The Real Cause of the Financial Crisis

Yes, yes, we have all heard the roots of the financial crisis traced to loose expansions of credit. But what were the factors that led to those policies? Here's one writer's opinion. Ranking just above the increase in "casual dress" policies (huh??), business school education gets the blame.
When it comes time to write the history of the decline and fall of the United States of America, what will be the major themes? Imperial overstretch, failure to address the problems of the time and the enervation of the people will all figure prominently, just as they have in previous national decays. Some of my personal favorites are destruction of the essential and honored professions of journalism and the law, and the rise of “casual dress.”

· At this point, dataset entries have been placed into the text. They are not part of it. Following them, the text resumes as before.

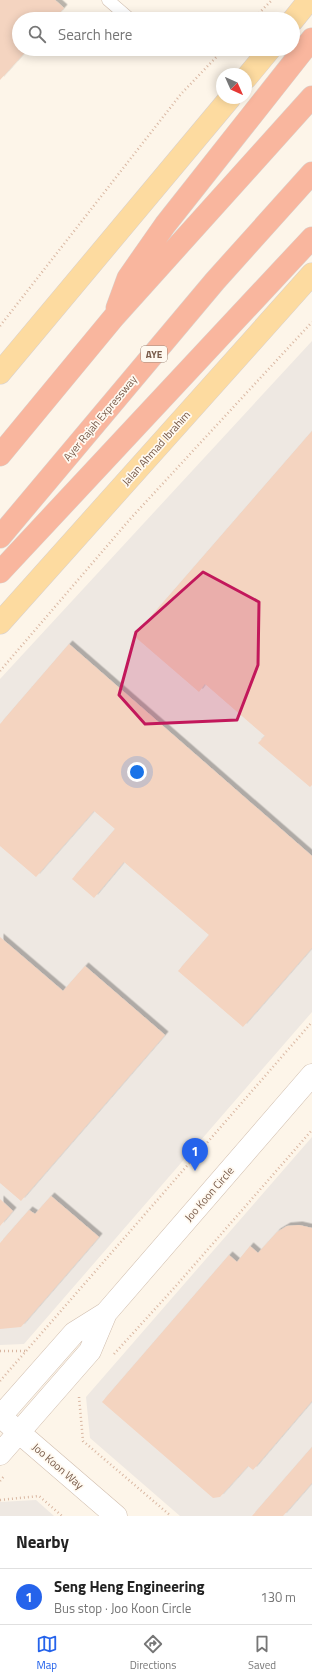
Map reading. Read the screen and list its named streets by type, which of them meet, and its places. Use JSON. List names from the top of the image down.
{
  "streets": {
    "highway": ["AYE", "Ayer Rajah Expressway"],
    "main road": ["Jalan Ahmad Ibrahim"],
    "street": ["Joo Koon Circle", "Joo Koon Way"]
  },
  "crossings": [
    ["Joo Koon Circle", "Joo Koon Way"]
  ],
  "north": "bottom right",
  "page": {
    "search": "Search here",
    "pins": "1",
    "heading": "Nearby",
    "list": [
      {
        "mark": "1",
        "name": "Seng Heng Engineering",
        "note": "Bus stop · Joo Koon Circle",
        "value": "130 m"
      }
    ],
    "nav": ["Map", "Directions", "Saved"]
  }
}
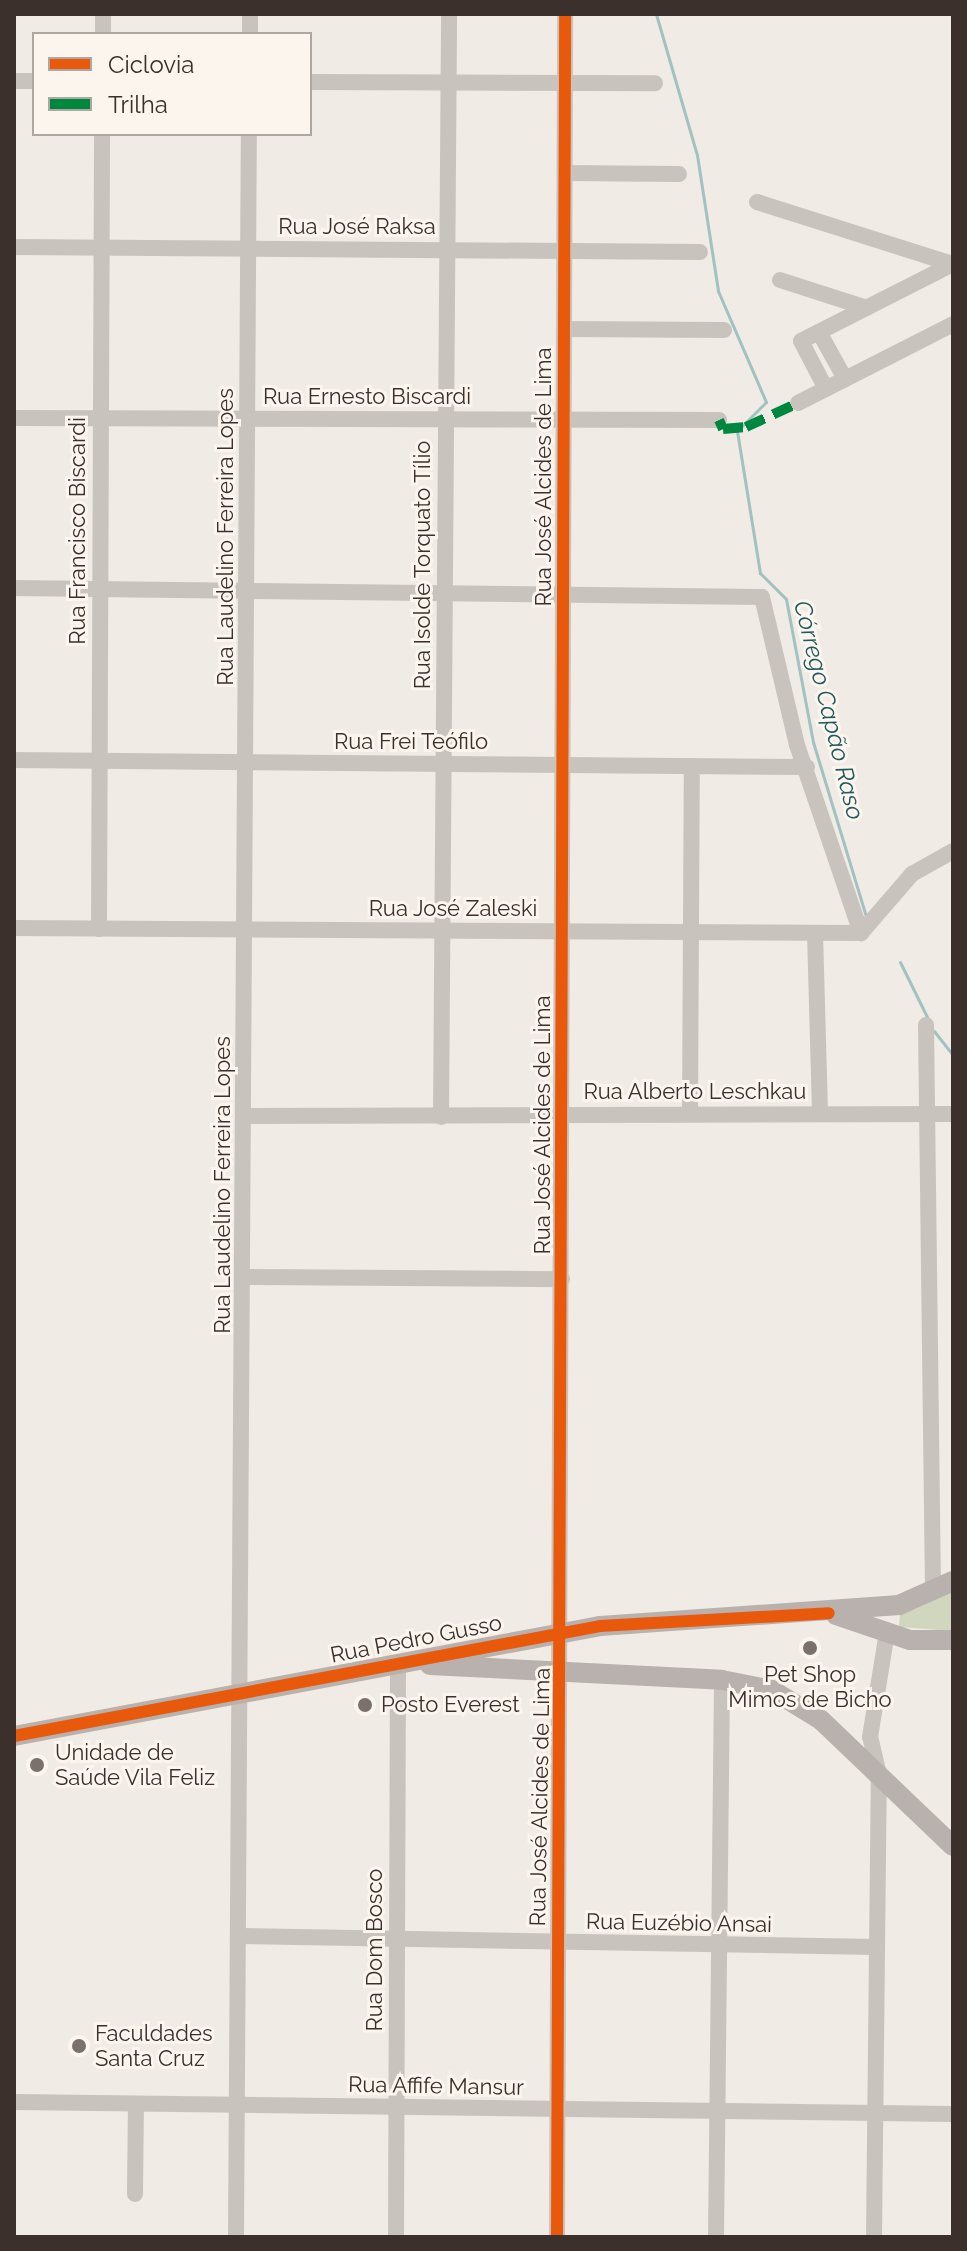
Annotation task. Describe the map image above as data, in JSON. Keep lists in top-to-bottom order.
{
  "streets": {
    "main road": ["Rua Pedro Gusso"],
    "street": [
      "Rua José Raksa",
      "Rua Ernesto Biscardi",
      "Rua José Alcides de Lima",
      "Rua Francisco Biscardi",
      "Rua Laudelino Ferreira Lopes",
      "Rua Isolde Torquato Tílio",
      "Rua Frei Teófilo",
      "Rua José Zaleski",
      "Rua Alberto Leschkau",
      "Rua Euzébio Ansai",
      "Rua Dom Bosco",
      "Rua Affife Mansur"
    ]
  },
  "crossings": [
    ["Rua José Raksa", "Rua José Alcides de Lima"],
    ["Rua José Raksa", "Rua Francisco Biscardi"],
    ["Rua José Raksa", "Rua Laudelino Ferreira Lopes"],
    ["Rua José Raksa", "Rua Isolde Torquato Tílio"],
    ["Rua Ernesto Biscardi", "Rua José Alcides de Lima"],
    ["Rua Ernesto Biscardi", "Rua Francisco Biscardi"],
    ["Rua Ernesto Biscardi", "Rua Laudelino Ferreira Lopes"],
    ["Rua Ernesto Biscardi", "Rua Isolde Torquato Tílio"],
    ["Rua José Alcides de Lima", "Rua Frei Teófilo"],
    ["Rua José Alcides de Lima", "Rua José Zaleski"],
    ["Rua José Alcides de Lima", "Rua Alberto Leschkau"],
    ["Rua José Alcides de Lima", "Rua Pedro Gusso"],
    ["Rua José Alcides de Lima", "Rua Euzébio Ansai"],
    ["Rua José Alcides de Lima", "Rua Affife Mansur"],
    ["Rua Francisco Biscardi", "Rua Frei Teófilo"],
    ["Rua Francisco Biscardi", "Rua José Zaleski"],
    ["Rua Laudelino Ferreira Lopes", "Rua Frei Teófilo"],
    ["Rua Laudelino Ferreira Lopes", "Rua José Zaleski"],
    ["Rua Laudelino Ferreira Lopes", "Rua Alberto Leschkau"],
    ["Rua Laudelino Ferreira Lopes", "Rua Pedro Gusso"],
    ["Rua Laudelino Ferreira Lopes", "Rua Euzébio Ansai"],
    ["Rua Laudelino Ferreira Lopes", "Rua Affife Mansur"],
    ["Rua Isolde Torquato Tílio", "Rua Frei Teófilo"],
    ["Rua Isolde Torquato Tílio", "Rua José Zaleski"],
    ["Rua Isolde Torquato Tílio", "Rua Alberto Leschkau"],
    ["Rua Pedro Gusso", "Rua Dom Bosco"],
    ["Rua Euzébio Ansai", "Rua Dom Bosco"],
    ["Rua Dom Bosco", "Rua Affife Mansur"]
  ],
  "water": ["Córrego Capão Raso"],
  "places": [
    "Pet Shop Mimos de Bicho",
    "Posto Everest",
    "Unidade de Saúde Vila Feliz",
    "Faculdades Santa Cruz"
  ],
  "legend": ["Ciclovia", "Trilha"]
}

But those future scholars will find a target-rich environment in yet another place: the rise of the business school and the primacy of “financial services” in American society. Not for nothing was America’s self-destruct sequence set off by the first president with an MBA. It was no coincidence that the most catastrophic economic event since the Depression (and maybe worse) was caused by the top graduates of the nation’s leading business schools working with their infallible computer models.
Having received an MBA education, I can attest that the author's perspective contains more than a few inaccuracies. The most glaringly obvious to readers of this blog is that MBA students are taught that "mergers [are] always beneficial."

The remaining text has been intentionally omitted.